Stored data entries:
BEGIN
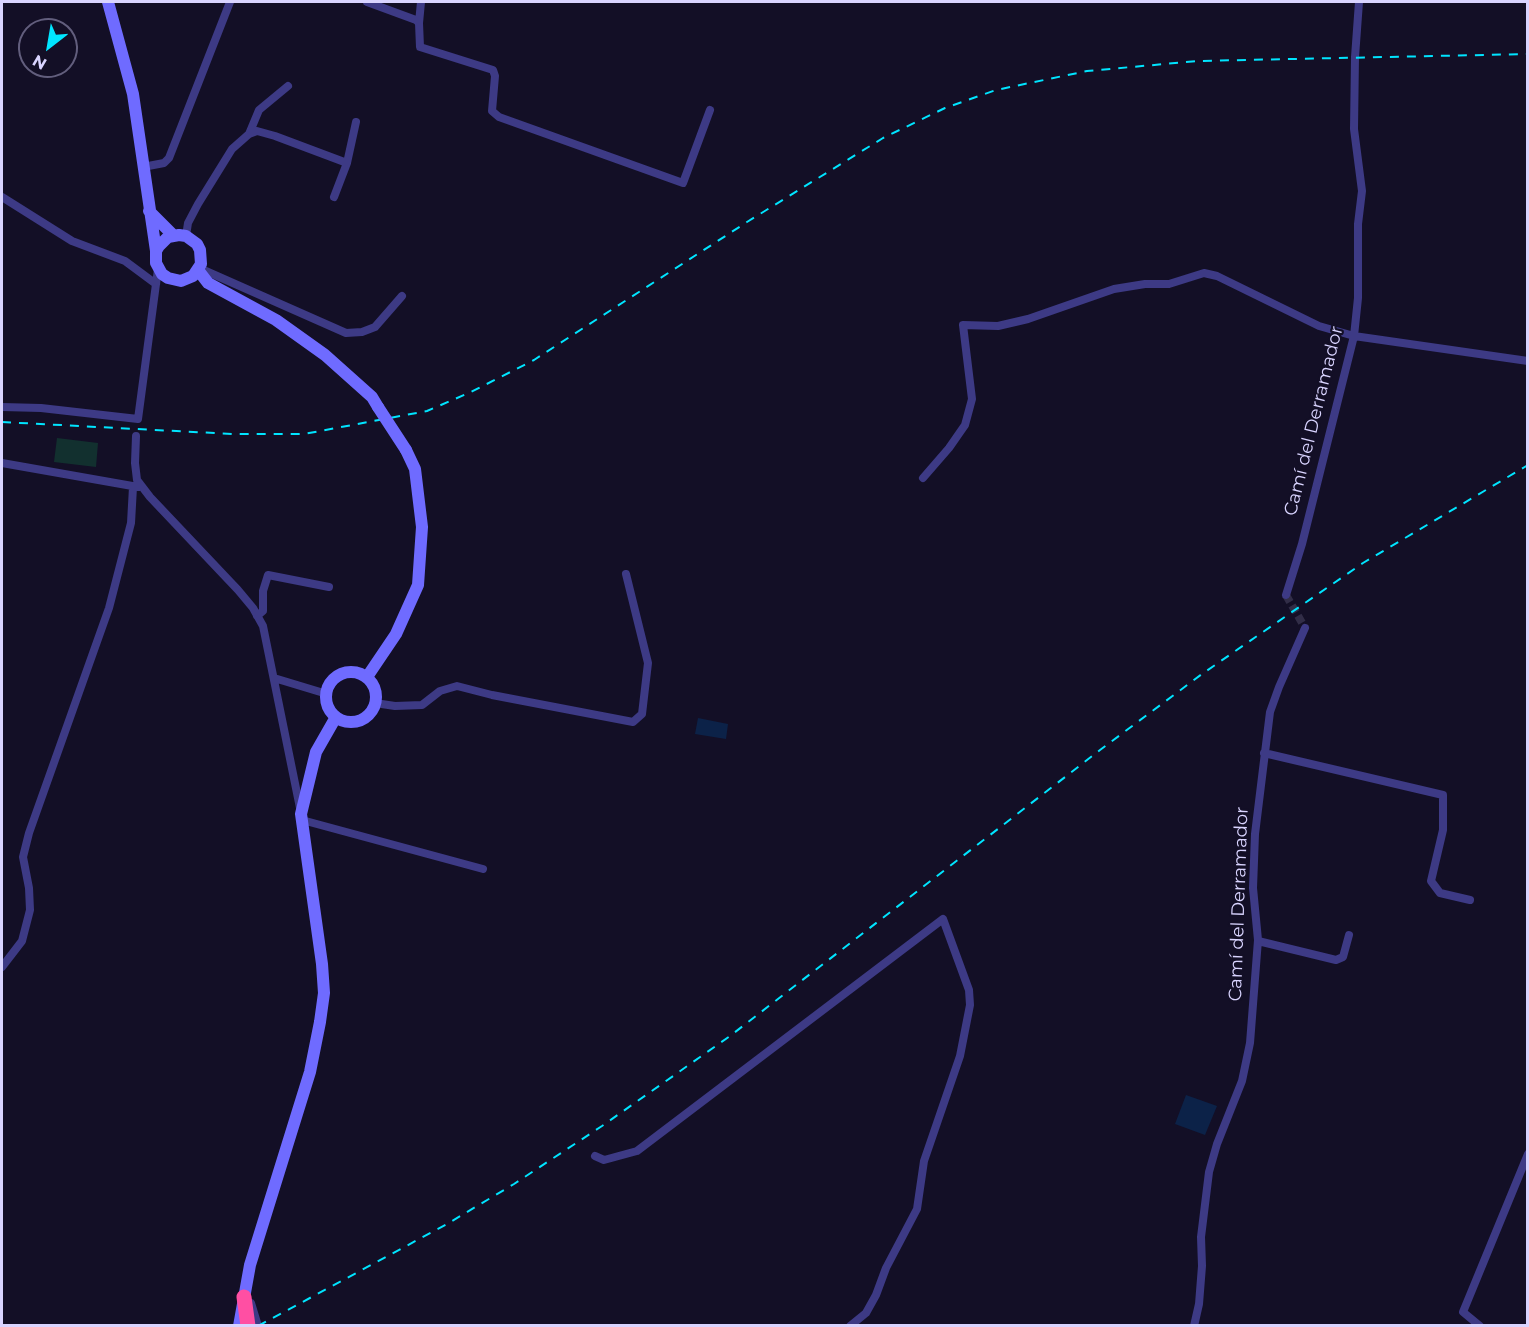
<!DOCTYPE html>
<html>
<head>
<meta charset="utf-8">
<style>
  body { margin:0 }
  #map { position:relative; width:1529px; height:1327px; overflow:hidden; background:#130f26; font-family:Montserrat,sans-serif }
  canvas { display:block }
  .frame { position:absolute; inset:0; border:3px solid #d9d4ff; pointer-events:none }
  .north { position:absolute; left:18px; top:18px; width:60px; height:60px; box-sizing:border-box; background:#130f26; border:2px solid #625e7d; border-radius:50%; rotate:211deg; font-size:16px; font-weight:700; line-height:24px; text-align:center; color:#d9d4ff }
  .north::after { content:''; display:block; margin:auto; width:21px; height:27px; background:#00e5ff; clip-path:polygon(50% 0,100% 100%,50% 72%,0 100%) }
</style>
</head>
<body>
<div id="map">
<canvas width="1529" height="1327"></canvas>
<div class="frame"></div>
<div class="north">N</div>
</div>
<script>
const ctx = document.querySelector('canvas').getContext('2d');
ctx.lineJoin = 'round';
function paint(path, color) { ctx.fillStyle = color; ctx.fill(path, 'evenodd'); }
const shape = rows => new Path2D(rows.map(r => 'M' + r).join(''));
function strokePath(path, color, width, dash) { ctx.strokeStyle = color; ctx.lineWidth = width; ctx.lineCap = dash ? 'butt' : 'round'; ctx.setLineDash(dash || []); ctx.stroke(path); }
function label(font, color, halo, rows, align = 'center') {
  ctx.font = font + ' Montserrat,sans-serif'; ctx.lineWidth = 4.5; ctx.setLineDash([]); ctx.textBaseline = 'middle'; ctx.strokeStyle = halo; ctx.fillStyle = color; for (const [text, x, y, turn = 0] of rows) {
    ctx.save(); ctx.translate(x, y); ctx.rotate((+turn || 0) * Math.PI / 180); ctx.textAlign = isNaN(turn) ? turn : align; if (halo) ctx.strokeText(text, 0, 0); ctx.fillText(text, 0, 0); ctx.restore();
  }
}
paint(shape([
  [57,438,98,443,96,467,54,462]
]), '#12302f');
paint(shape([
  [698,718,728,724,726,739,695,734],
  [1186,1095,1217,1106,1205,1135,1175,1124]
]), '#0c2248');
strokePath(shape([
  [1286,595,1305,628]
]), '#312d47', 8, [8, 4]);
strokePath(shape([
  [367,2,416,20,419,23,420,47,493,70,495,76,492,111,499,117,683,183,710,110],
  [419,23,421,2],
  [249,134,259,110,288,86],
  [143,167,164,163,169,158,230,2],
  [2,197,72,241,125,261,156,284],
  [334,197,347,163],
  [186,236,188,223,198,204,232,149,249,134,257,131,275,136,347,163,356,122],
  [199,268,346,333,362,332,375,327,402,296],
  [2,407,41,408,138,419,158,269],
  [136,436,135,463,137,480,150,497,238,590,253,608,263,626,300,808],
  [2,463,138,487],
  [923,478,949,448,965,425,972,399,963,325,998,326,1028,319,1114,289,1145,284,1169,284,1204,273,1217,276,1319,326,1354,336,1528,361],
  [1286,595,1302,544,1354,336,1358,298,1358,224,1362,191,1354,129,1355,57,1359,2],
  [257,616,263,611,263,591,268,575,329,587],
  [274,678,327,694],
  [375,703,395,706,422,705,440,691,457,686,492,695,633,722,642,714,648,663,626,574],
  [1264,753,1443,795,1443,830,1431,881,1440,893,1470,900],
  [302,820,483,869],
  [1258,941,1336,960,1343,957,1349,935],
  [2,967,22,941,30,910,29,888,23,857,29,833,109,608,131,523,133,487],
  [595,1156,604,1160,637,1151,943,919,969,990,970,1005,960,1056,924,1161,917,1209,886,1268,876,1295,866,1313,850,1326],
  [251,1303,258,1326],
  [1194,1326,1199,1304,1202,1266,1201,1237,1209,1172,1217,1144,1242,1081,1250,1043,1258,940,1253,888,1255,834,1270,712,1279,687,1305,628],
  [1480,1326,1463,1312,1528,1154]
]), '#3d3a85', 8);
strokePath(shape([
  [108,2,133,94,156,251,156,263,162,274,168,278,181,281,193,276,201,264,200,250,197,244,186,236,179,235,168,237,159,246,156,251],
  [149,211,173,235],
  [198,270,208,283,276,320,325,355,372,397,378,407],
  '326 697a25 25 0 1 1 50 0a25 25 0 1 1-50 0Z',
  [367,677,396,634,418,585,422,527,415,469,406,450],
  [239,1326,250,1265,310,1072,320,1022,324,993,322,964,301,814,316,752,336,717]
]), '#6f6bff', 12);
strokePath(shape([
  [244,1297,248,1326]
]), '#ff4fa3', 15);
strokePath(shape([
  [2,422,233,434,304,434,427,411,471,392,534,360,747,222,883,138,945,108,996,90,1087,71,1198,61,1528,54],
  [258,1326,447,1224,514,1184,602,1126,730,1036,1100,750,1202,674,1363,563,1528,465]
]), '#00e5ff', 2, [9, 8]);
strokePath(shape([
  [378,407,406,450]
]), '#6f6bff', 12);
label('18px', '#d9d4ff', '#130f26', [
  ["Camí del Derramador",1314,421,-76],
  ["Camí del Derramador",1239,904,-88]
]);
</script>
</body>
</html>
END
#### Task brief
Some lines in the data above may hold the word "lineWidth". Say how many, with no other words.

#### Exercise output
2